Zinter, in consultation with the family that owns Flamingo, has decided not to open just for food and drink.
“For us, it just didn’t make sense to open for the food and bar part without having bowling,” she said.
She checks in regularly with her staff, many of whom have been able to find other jobs, or were working multiple jobs before the pandemic. She is constantly assessing finances and possible steps with the owner.
“It’s scary for all of us,” she said. “Him and I talk every single day. What is the next step? What are we going to do? How are we going to get through this?”
Local bowling association manager Kratz notes bowling was already on the decline in the Northeast. Two local centers closed in recent years. She worries how many more will be lost to the pandemic, how many active bowlers will lose interest.
Holmes, at Green Lakes Lanes, bucked the trend, taking a leap by buying the center in Fayetteville after the previous owner died unexpectedly.
Now, Holmes has three businesses that nowadays aren’t bringing enough money to cover costs. Besides the bowling alley and Brick House Billiards, he owns Brian’s One Day Dry Cleaners in Manlius. None of three businesses are as profitable as they need to be right now to survive, Holmes said.
Even the dry cleaning business, deemed “essential” and allowed to remain open throughout the health crisis, is drawing about half the business it typically does. Holmes’ family kicks in labor to keep that business going.
The pool hall, in particular, is strained. As a restaurant and bar, it struggles to compete with the many establishments along Route 11 where it’s located. Holmes is keeping the staff small to reduce costs, and sees a lot of familiar faces stop in, pool sharks who want to support him and keep him open.
Holmes said he is “constantly feeding money” into the businesses out of his own pocket.
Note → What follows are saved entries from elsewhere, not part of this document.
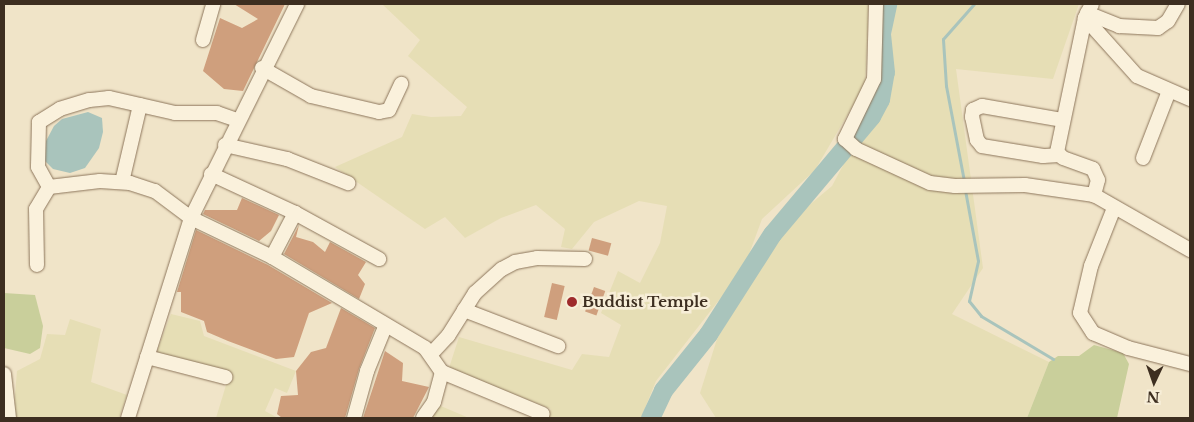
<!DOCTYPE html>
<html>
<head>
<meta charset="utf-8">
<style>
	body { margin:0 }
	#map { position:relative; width:1194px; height:422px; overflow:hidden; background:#f0e4c8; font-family:"Libre Baskerville",serif }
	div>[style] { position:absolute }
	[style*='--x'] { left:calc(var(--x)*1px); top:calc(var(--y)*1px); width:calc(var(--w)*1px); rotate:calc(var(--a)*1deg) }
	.farmland>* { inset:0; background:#e6deb5 }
	.green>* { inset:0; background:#c9cf9b }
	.water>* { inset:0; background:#a9c4bc }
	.stream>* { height:3px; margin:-1.5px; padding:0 1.5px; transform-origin:1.5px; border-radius:1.5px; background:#a9c4bc }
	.river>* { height:19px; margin:-9.5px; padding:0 9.5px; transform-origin:9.5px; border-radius:9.5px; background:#a9c4bc }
	.building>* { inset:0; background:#cf9f7d; transform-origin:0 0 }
	.roads { filter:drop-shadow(0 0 1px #8d765c) drop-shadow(0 0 1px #8d765c) }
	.minor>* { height:14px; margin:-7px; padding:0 7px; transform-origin:7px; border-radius:7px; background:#faf1dc }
	.dots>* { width:14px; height:14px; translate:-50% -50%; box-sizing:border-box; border:2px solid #f7eed8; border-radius:50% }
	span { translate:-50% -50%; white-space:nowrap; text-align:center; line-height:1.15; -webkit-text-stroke:5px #f7eed8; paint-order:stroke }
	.poi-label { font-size:15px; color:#3d2e20; font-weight:700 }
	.left { translate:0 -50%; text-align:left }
	.frame { position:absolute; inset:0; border:5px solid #3d2e20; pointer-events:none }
	.north { position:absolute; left:1129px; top:357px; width:50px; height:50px; -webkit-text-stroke:4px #f7eed8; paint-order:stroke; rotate:183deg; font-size:14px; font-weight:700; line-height:20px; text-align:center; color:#3d2e20 }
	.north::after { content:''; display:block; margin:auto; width:18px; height:22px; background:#3d2e20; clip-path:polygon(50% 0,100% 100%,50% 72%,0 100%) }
</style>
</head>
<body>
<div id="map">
	<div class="farmland">
		<i style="clip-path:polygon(382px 4px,869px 4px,865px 85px,815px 170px,762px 219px,744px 268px,656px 381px,641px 418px,544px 418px,551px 409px,449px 368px,459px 337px,572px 370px,582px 354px,609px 357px,621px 325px,601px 313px,618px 271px,640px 283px,660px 243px,667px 206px,639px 201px,594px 222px,572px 249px,561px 247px,565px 229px,536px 205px,501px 218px,465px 238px,445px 217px,425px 229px,335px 167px,402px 137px,412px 114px,431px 117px,461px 116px,467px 107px,408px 56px,420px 40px)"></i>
		<i style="clip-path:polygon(894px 4px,1079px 4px,1053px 79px,956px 69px,983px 268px,952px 314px,1049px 362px,1027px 418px,716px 418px,700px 393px,717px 339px,763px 263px,776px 233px,832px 186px,881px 94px,890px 48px)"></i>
		<i style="clip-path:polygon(171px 314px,200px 321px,204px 336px,296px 371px,287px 393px,275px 388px,265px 411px,278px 418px,216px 418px,230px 372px,155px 356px)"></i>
		<i style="clip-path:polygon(70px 319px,101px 329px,91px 382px,127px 395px,119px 418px,13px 418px,17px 371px,40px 359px,47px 334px,65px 335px)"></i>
		<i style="clip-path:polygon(429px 401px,469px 418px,421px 418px)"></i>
	</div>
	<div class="green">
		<i style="clip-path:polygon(4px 293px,35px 295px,43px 326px,40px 348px,30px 354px,4px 348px)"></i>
		<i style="clip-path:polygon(1094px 345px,1123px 353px,1129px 364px,1117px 418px,1027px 418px,1049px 362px,1058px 356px,1079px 356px)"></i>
	</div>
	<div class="water">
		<i style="clip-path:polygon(88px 112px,102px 118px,103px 132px,99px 148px,85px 168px,70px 173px,53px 169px,44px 160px,46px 141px,54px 126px,62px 119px)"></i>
	</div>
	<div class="stream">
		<i style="--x:964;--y:181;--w:97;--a:-100.7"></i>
		<i style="--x:946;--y:86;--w:47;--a:-93.7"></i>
		<i style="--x:943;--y:39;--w:47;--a:-48.5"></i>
		<i style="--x:965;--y:190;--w:72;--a:79.6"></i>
		<i style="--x:978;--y:261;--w:41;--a:102.7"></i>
		<i style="--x:969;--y:301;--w:19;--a:51"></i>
		<i style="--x:981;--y:316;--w:84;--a:30.8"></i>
	</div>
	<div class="river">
		<i style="--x:650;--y:418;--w:31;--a:-65"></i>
		<i style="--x:663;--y:390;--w:72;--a:-51.2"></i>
		<i style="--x:708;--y:334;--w:119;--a:-57.4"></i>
		<i style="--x:772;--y:234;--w:154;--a:-50"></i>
		<i style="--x:871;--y:116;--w:19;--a:-62"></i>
		<i style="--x:880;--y:99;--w:27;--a:-80"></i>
		<i style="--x:885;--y:72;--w:39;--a:-96"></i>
		<i style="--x:881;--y:33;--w:30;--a:-78"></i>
	</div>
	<div class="building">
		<i style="clip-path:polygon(234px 4px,285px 4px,243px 91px,224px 89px,203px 71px,220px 18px,242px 28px,258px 19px)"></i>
		<i style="clip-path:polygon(242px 198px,279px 215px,271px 231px,259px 241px,203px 214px,205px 210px,237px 210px)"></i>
		<i style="clip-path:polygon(299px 225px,296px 237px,313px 242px,325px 252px,330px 242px,366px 262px,358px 275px,365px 284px,359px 299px,284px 254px)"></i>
		<i style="clip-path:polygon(196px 230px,268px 265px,332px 303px,309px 313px,294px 357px,276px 359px,228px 341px,207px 332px,204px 321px,181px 312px,181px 292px,177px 292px)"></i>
		<i style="left:592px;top:238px;width:20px;height:13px;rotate:15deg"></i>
		<i style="left:552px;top:283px;width:13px;height:35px;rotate:13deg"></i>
		<i style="left:594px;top:287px;width:12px;height:26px;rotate:20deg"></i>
		<i style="clip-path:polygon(341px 308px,375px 328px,359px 369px,345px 418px,282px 418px,277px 414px,281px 396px,298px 395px,296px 371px,311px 352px,326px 348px)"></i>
		<i style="clip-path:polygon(385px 351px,403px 363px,402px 381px,429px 387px,413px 418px,363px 418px)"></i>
	</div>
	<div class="roads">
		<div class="minor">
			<i style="--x:876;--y:4;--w:75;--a:91.5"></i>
			<i style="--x:874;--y:79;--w:67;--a:115.8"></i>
			<i style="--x:845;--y:139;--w:15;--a:42"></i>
			<i style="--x:856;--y:149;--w:81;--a:24.7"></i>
			<i style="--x:930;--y:183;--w:25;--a:7"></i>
			<i style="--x:955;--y:186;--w:70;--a:-0.8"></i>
			<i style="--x:1025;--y:185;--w:70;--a:8.2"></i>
			<i style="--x:1094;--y:195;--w:111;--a:29.8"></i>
			<i style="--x:1092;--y:4;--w:16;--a:117"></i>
			<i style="--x:1085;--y:18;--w:78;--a:48.1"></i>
			<i style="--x:1137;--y:76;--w:58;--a:23.5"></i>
			<i style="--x:1087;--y:13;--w:35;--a:22"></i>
			<i style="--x:1119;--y:26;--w:39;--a:3"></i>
			<i style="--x:1158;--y:28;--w:12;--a:-35"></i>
			<i style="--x:1168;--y:21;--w:20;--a:-60"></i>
			<i style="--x:1085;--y:18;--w:137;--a:101.8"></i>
			<i style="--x:1057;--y:152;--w:8;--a:45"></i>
			<i style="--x:1063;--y:158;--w:32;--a:20"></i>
			<i style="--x:1093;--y:169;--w:12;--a:66"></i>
			<i style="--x:1098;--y:180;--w:16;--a:105"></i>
			<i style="--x:203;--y:40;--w:37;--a:-74"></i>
			<i style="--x:262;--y:68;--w:56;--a:29.7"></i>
			<i style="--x:311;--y:96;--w:70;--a:13.2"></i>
			<i style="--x:379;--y:112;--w:10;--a:-11"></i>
			<i style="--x:389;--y:110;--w:29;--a:-65"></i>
			<i style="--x:237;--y:120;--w:21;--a:-161"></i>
			<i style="--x:217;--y:113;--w:42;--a:180"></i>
			<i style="--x:175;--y:113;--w:68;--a:-167.2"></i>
			<i style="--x:109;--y:98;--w:20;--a:174"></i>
			<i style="--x:89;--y:100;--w:30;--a:163"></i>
			<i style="--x:60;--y:109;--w:25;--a:148"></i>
			<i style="--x:39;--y:122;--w:45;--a:91.3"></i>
			<i style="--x:38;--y:167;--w:23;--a:61"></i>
			<i style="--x:49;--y:187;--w:51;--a:-6.7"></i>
			<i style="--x:100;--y:181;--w:30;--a:4"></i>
			<i style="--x:130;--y:183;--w:26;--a:18"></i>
			<i style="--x:155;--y:191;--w:45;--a:36.9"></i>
			<i style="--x:191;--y:218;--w:90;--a:25.7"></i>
			<i style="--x:272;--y:257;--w:178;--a:30.7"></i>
			<i style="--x:425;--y:348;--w:29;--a:55"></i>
			<i style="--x:442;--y:372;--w:31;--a:105"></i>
			<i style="--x:434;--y:402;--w:19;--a:125"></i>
			<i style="--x:225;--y:145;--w:64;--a:12.7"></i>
			<i style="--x:287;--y:159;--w:66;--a:21.5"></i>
			<i style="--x:1059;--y:155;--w:16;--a:176"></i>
			<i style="--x:1043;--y:156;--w:62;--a:-170.7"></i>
			<i style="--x:982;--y:146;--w:8;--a:-130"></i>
			<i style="--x:977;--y:140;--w:24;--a:-102"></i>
			<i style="--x:972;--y:117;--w:7;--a:-82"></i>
			<i style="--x:973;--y:110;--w:10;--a:-24"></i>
			<i style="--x:982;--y:106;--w:81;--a:9.9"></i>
			<i style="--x:1143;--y:158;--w:72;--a:-68.8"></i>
			<i style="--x:211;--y:174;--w:93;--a:24.9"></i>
			<i style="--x:295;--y:213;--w:96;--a:28.7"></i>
			<i style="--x:122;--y:182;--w:79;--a:-76.8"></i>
			<i style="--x:1114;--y:208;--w:62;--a:111.6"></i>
			<i style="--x:1091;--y:266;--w:48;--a:103.2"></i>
			<i style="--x:1080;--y:313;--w:24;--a:57"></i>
			<i style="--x:1093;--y:333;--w:38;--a:23"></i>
			<i style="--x:1128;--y:348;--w:64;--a:14.5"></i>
			<i style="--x:272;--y:257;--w:50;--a:-62.4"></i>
			<i style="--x:37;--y:265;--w:56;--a:-91"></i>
			<i style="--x:36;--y:209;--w:26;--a:-59"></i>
			<i style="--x:464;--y:310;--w:101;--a:21"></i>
			<i style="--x:431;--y:354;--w:25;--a:-47"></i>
			<i style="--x:448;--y:336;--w:51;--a:-57.9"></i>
			<i style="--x:475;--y:293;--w:36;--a:-42"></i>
			<i style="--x:502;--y:269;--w:15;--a:-28"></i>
			<i style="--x:515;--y:262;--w:22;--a:-10"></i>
			<i style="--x:537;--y:258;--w:48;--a:1.2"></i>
			<i style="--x:147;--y:357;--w:81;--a:14.4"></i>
			<i style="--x:442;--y:372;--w:109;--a:22.6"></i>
			<i style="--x:4;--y:374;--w:44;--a:83.5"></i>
			<i style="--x:128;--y:418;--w:210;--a:-72.5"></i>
			<i style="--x:191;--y:218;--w:239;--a:-63.6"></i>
			<i style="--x:354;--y:418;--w:49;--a:-74.5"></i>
			<i style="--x:367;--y:371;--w:48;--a:-67.8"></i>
		</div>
	</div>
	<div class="dots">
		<i style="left:572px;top:302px;background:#9e2a2b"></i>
	</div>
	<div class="poi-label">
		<span class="left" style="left:582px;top:302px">Buddist Temple</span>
	</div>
	<div class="frame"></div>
	<div class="north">N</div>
</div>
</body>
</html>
It’s a financial — and even emotional — burden that has been taking a toll on the small business owner for months now.
That’s part of why he’s chosen to invest in the food service aspects of his businesses for now.
“Everything I do I’ve got to be proud of,” he said. “This half-open mentality, it’s going to crush me. I’m not used to being in survival mode. I’m always trying to move and grow,” he said.
He hasn’t bothered too much with shields or safety protocols for the lanes at Green Lakes or the pool tables at Brick House. Why spend money on those things when the state hasn’t given any signal he’ll be able to resume those activities? No one knows exactly what the requirements will be.
So while he’s trying to stay focused on the parts of his business he can control, he too hopes the state will communicate something soon to bowling alleys.
“Give us something we can go after,” he said.